O cerrado contém uma paleta de mais de 100 cores. Está tudo no chão. As tonalidades de terra são tão variadas que rendem pigmentos para artistas. Os galhos retorcidos são ótimos para virar matriz de xilogravura. Madeiras, folhas e poeira tem de sobra. Às vezes, até uma carcaça de animal pode render, digamos, um lampejo de criatividade. Para alguns, o cerrado é espaço mais interessante que qualquer loja de materiais de arte muito bem abastecida. Da terra seca e da natureza, eles extraem o necessário para criar. Para muitos, o processo é afetivo. Para outros, é questão prática: algumas cores, por exemplo, não podem ser encontradas em potes e tubos de tintas industrializadas.

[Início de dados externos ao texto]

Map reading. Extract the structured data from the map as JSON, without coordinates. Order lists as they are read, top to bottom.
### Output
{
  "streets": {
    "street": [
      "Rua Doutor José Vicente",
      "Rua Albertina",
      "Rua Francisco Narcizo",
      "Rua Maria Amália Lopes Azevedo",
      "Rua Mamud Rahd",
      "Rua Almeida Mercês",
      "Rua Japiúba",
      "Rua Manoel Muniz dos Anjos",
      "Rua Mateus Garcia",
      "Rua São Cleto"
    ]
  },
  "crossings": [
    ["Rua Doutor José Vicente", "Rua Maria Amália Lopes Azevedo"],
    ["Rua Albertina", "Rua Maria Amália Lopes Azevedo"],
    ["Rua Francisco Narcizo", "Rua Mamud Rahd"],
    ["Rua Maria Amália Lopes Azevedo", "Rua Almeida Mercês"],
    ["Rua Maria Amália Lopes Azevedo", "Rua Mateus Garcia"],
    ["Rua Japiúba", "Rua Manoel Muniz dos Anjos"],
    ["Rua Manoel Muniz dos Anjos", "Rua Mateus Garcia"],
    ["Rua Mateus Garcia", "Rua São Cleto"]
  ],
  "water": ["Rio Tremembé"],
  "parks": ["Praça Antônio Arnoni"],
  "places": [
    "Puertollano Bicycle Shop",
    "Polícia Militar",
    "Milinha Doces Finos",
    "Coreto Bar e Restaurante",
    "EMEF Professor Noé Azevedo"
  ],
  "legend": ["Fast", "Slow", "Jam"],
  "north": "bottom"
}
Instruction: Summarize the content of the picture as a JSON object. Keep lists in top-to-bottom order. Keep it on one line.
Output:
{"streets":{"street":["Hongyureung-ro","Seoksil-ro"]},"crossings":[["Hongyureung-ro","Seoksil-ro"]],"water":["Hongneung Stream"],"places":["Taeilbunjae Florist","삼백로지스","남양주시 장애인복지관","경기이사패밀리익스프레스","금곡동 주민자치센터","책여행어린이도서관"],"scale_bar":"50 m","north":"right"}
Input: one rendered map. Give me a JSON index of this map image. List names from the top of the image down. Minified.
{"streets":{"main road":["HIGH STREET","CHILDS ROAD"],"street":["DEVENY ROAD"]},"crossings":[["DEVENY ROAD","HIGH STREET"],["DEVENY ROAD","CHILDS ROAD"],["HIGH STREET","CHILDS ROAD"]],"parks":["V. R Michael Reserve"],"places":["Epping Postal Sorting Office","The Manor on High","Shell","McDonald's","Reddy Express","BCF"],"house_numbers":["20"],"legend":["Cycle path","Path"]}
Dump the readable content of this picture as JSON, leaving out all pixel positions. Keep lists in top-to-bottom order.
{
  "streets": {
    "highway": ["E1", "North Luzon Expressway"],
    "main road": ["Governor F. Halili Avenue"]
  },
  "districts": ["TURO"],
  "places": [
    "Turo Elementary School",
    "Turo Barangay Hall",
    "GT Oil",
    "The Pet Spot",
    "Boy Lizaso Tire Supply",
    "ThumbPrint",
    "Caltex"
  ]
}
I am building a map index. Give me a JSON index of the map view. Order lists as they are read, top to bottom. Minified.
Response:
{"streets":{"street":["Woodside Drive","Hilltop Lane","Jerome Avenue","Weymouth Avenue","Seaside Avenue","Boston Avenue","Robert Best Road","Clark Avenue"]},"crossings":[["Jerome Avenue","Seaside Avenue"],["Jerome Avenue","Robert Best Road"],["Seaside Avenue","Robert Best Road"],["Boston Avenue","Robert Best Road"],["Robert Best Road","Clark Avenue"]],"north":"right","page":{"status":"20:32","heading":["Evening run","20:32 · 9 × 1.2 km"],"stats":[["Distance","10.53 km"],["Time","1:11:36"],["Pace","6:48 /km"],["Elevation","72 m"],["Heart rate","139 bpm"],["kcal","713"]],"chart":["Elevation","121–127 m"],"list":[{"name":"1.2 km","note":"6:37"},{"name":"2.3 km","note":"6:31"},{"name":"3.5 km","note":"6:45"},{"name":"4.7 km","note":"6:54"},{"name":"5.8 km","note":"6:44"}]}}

A pintora Dulce Schunk sabe disso. Ela já subiu morros difíceis em Pirenópolis (GO), embrenhou-se em depósitos de areia nos quais caminhões de construção recolhem o material e se orgulha de ter herdado barras de areia verde da pintora Goiandira do Couto, artista que pintava com pigmentos do cerrado. A herança é coisa rara, já que as pedras são verdes, cor difícil de encontrar na areia. Dulce gosta especialmente das tonalidades coletadas em Pirenópolis. ;São bem bonitas porque tem mica, que dá um brilho ao pigmento;, explica. ;Quando descobri o potencial da terra, parece que se abriu um grande portal.; Dulce é gaúcha. Chegou a Brasília em 1987 e se encantou pela região. Conseguiu encontrar mais de 100 tonalidades de cores no solo seco do Planalto Central. ;Meus pigmentos estão sempre estabelecendo um diálogo com a terra, mas não faço disso uma bandeira;, avisa.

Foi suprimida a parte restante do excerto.